Poor raid 1 performance?


G

Gerhard Fiedler

Rod said:
Dangerous business.

I know, but gotta bite the bullet once in a while :)

Thanks for sharing your ideas. I won't switch methods immediately --
especially since my various RAID1 setups are already set and work fine --,
but much of what you say makes sense and will find its way into future
considerations.

Gerhard
 
Ad

Advertisements

G

Gerhard Fiedler

Peter said:
Actually, you might be right to some extent.
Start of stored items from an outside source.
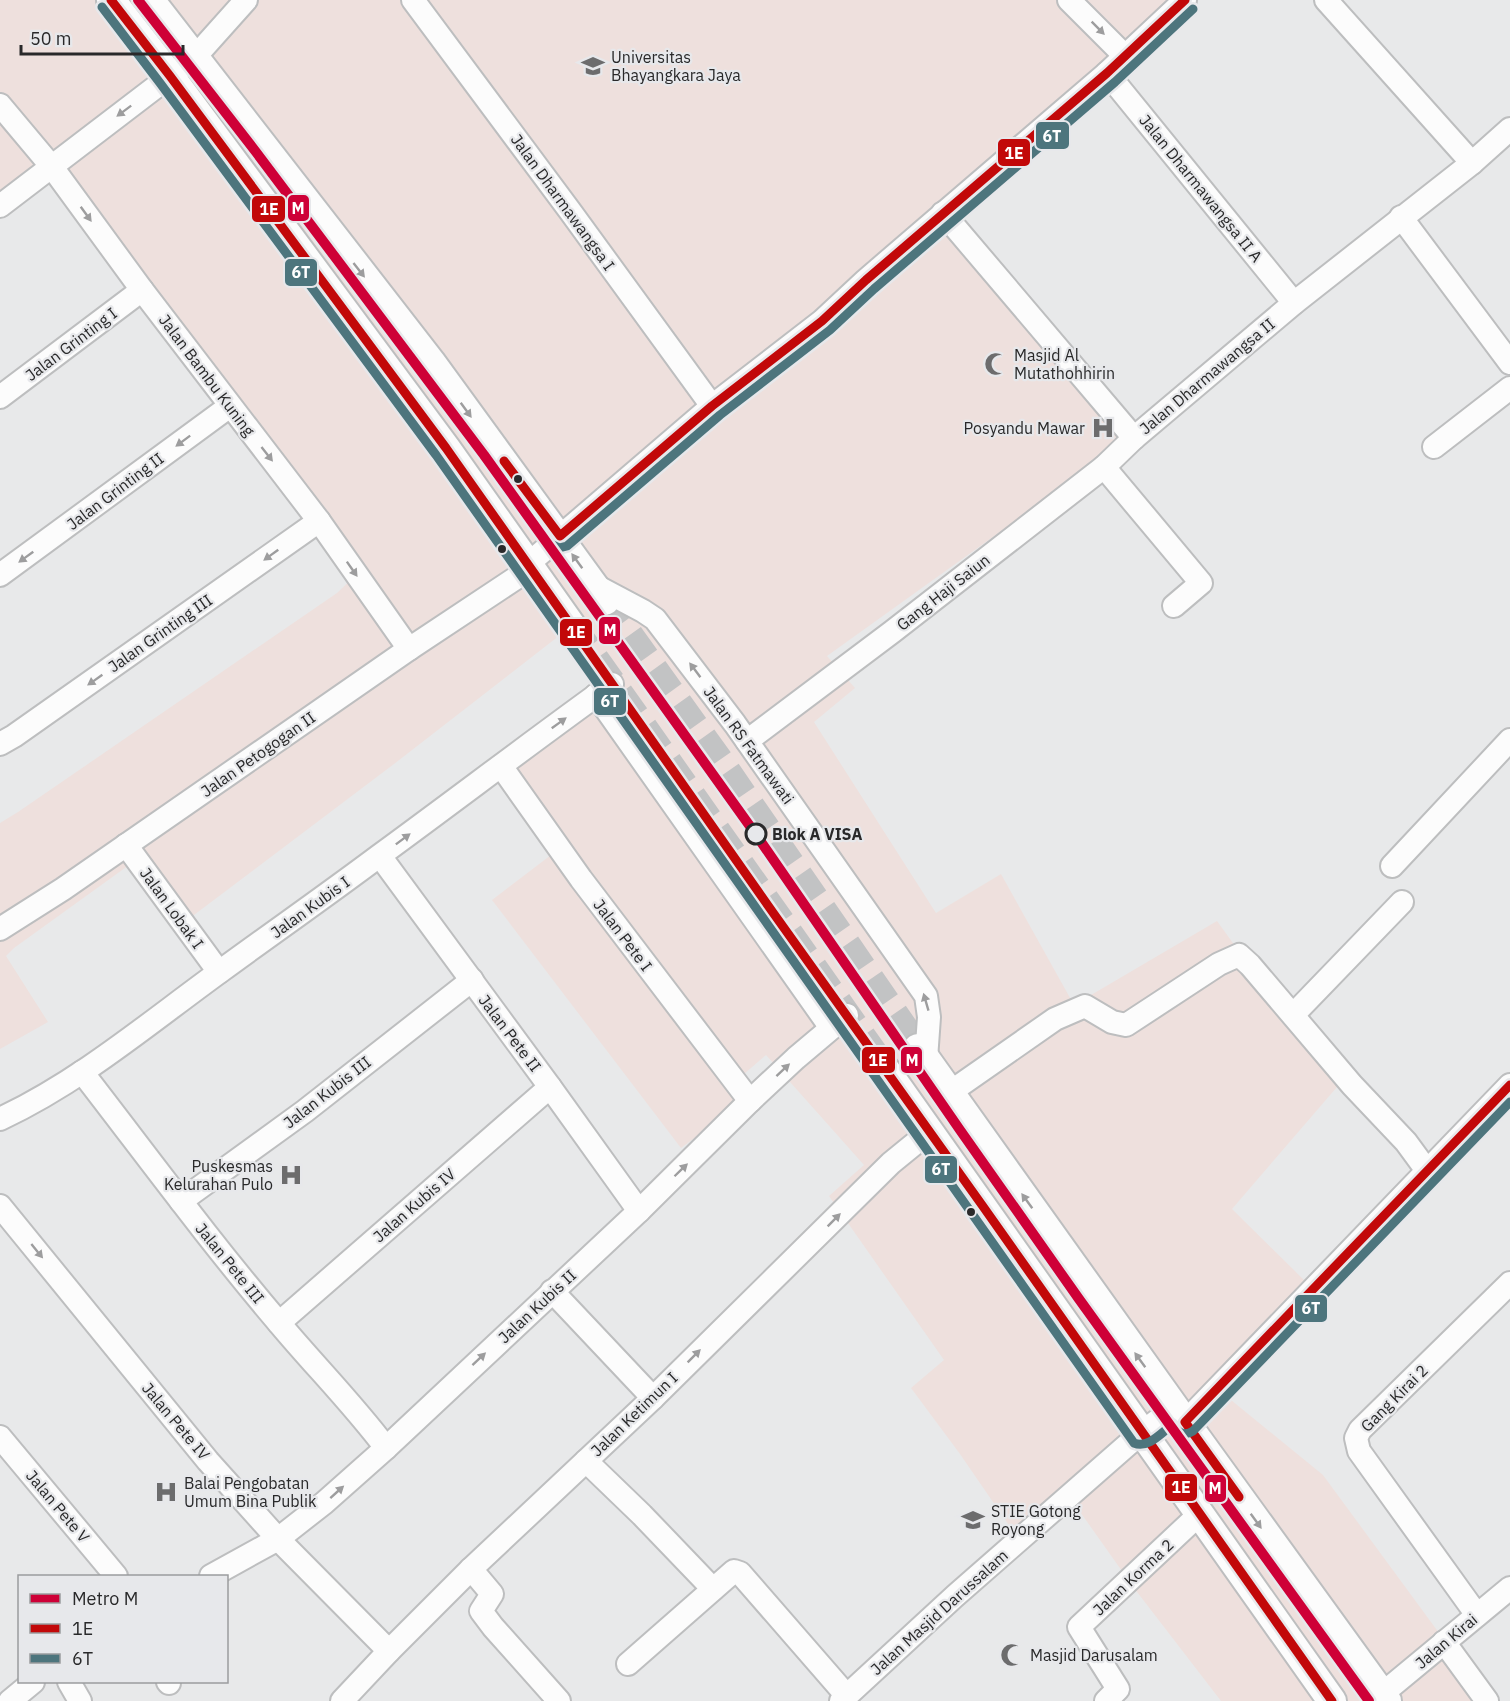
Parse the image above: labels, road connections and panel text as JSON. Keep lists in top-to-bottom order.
{
  "streets": {
    "main road": ["Jalan RS Fatmawati"],
    "street": [
      "Jalan Dharmawangsa II A",
      "Jalan Dharmawangsa I",
      "Jalan Grinting I",
      "Jalan Bambu Kuning",
      "Jalan Dharmawangsa II",
      "Jalan Grinting II",
      "Gang Haji Saiun",
      "Jalan Grinting III",
      "Jalan Petogogan II",
      "Jalan Kubis I",
      "Jalan Lobak I",
      "Jalan Pete I",
      "Jalan Pete II",
      "Jalan Kubis III",
      "Jalan Kubis IV",
      "Jalan Pete III",
      "Jalan Kubis II",
      "Gang Kirai 2",
      "Jalan Ketimun I",
      "Jalan Pete IV",
      "Jalan Pete V",
      "Jalan Korma 2",
      "Jalan Masjid Darussalam",
      "Jalan Kirai"
    ]
  },
  "crossings": [
    ["Jalan Dharmawangsa II A", "Jalan Dharmawangsa II"],
    ["Jalan Dharmawangsa II A", "Jalan Petogogan II"],
    ["Jalan Dharmawangsa I", "Jalan Petogogan II"],
    ["Jalan Grinting I", "Jalan Bambu Kuning"],
    ["Jalan Bambu Kuning", "Jalan Grinting II"],
    ["Jalan Bambu Kuning", "Jalan Grinting III"],
    ["Jalan Bambu Kuning", "Jalan Petogogan II"],
    ["Jalan Dharmawangsa II", "Gang Haji Saiun"],
    ["Jalan Dharmawangsa II", "Jalan Petogogan II"],
    ["Gang Haji Saiun", "Jalan RS Fatmawati"],
    ["Jalan RS Fatmawati", "Jalan Petogogan II"],
    ["Jalan RS Fatmawati", "Jalan Masjid Darussalam"],
    ["Jalan RS Fatmawati", "Jalan Kirai"],
    ["Jalan Petogogan II", "Jalan Lobak I"],
    ["Jalan Kubis I", "Jalan Lobak I"],
    ["Jalan Kubis I", "Jalan Pete I"],
    ["Jalan Kubis I", "Jalan Pete II"],
    ["Jalan Kubis I", "Jalan Pete III"],
    ["Jalan Kubis I", "Jalan Kubis II"],
    ["Jalan Pete I", "Jalan Kubis II"],
    ["Jalan Pete II", "Jalan Kubis III"],
    ["Jalan Pete II", "Jalan Kubis IV"],
    ["Jalan Pete II", "Jalan Kubis II"],
    ["Jalan Kubis III", "Jalan Pete III"],
    ["Jalan Kubis IV", "Jalan Pete III"],
    ["Jalan Pete III", "Jalan Kubis II"],
    ["Jalan Kubis II", "Jalan Pete IV"],
    ["Gang Kirai 2", "Jalan Kirai"],
    ["Jalan Ketimun I", "Jalan Pete IV"]
  ],
  "one_way": [
    "Jalan Bambu Kuning",
    "Jalan Grinting II",
    "Jalan Grinting III",
    "Jalan Kubis II",
    "Jalan Ketimun I",
    "Jalan Pete IV"
  ],
  "places": {
    "school or university": ["Universitas Bhayangkara Jaya", "STIE Gotong Royong"],
    "mosque": ["Masjid Al Mutathohhirin", "Masjid Darusalam"],
    "hospital": ["Posyandu Mawar", "Puskesmas Kelurahan Pulo", "Balai Pengobatan Umum Bina Publik"],
    "other": ["Blok A VISA"]
  },
  "lines": ["metro line M", "transit line 1E", "transit line 6T"],
  "legend": ["Metro M", "1E", "6T"],
  "scale_bar": "50 m"
}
I have to admit I didn't fully understand Antoine's answer; I don't know
enough about how the data is actually stored on disk. Need to look a bit
more into that probably to understand the issues here.
If I imagine a huge file (let say 100GB) in a RAID1 and have a gigantic
cache (let say 50GB), then controller might read the first half of the file
at the same time as it caches a second half from another disk. And voila, a
whole 100GB read in just half of the time needed to read it from a single
disk.

Wouldn't need a gigantic cache: it can pump the data out to the IDE bus as
it comes in. Since the IDE bus is faster than the disks, it can read, say,
the 1st track on disk A and at the same time the 2nd track on disk B. While
it does that, it sends the data from disk A out the bus. While it starts
reading the 3rd track on disk A and the 4th track on disk B, it dumps all
the 2nd track data (that was in the cache) through the bus, and catches up
with 3rd track data when the 2nd track is all out. And so on. Sounds like
it could be almost twice as fast as a single disk... ideally, of course,
with large, sequentially stored files.

Gerhard
 
G

Gerhard Fiedler

Peter said:
Read up on TwinStor (3ware). They have something called RAID1+0 on just two
disks. Is that mirroring? I don't know. Will a single drive still work
(reattached to a different controller) when 3ware controller dies, no idea.
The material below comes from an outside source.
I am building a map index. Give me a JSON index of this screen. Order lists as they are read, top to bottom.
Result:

http://japan.3ware.com/products/pdf/Twinstor.pdf

This sounds exactly like what I was talking about. It also sounds as if
each mirror drive would be able to run as a single drive (just as any other
RAID1); the only difference between what they do and "normal" RAID1 seems
to be that they optimize the placement of the data, considering that they
can read from both drives, and then use both drives concurrently when
reading data.

Gerhard
 
R

Rod Speed

Gerhard Fiedler said:
Peter wrote
I have to admit I didn't fully understand Antoine's answer; I don't
know enough about how the data is actually stored on disk. Need
to look a bit more into that probably to understand the issues here.
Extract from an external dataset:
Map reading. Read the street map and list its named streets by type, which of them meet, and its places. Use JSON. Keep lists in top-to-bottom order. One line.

The problem has nothing to do with how the data is stored on the
disks, the problem is that the RAID doesnt get requests for the
data in a way that allows it to decide that it makes sense to get the
data from both drives simultaneously with long sequential reads.
 
P

Peter

Actually, you might be right to some extent.
The problem has nothing to do with how the data is stored on the
disks, the problem is that the RAID doesnt get requests for the
data in a way that allows it to decide that it makes sense to get the
data from both drives simultaneously with long sequential reads.

Look at RAID1 section:
http://www.xbitlabs.com/articles/storage/display/3ware-7850.html
or:
http://www.storagereview.com/articles/200107/200107037410_2.html
or page 38 here:
http://research.microsoft.com/BARC/Sequential_IO/Win2K_IO_MSTR_2000_55.pdf

Benchmarks show some substantial improvement over a single drive.
 
R

Rod Speed

Peter said:

Irrelevant to that point I was making.
Benchmarks show some substantial improvement over a single drive.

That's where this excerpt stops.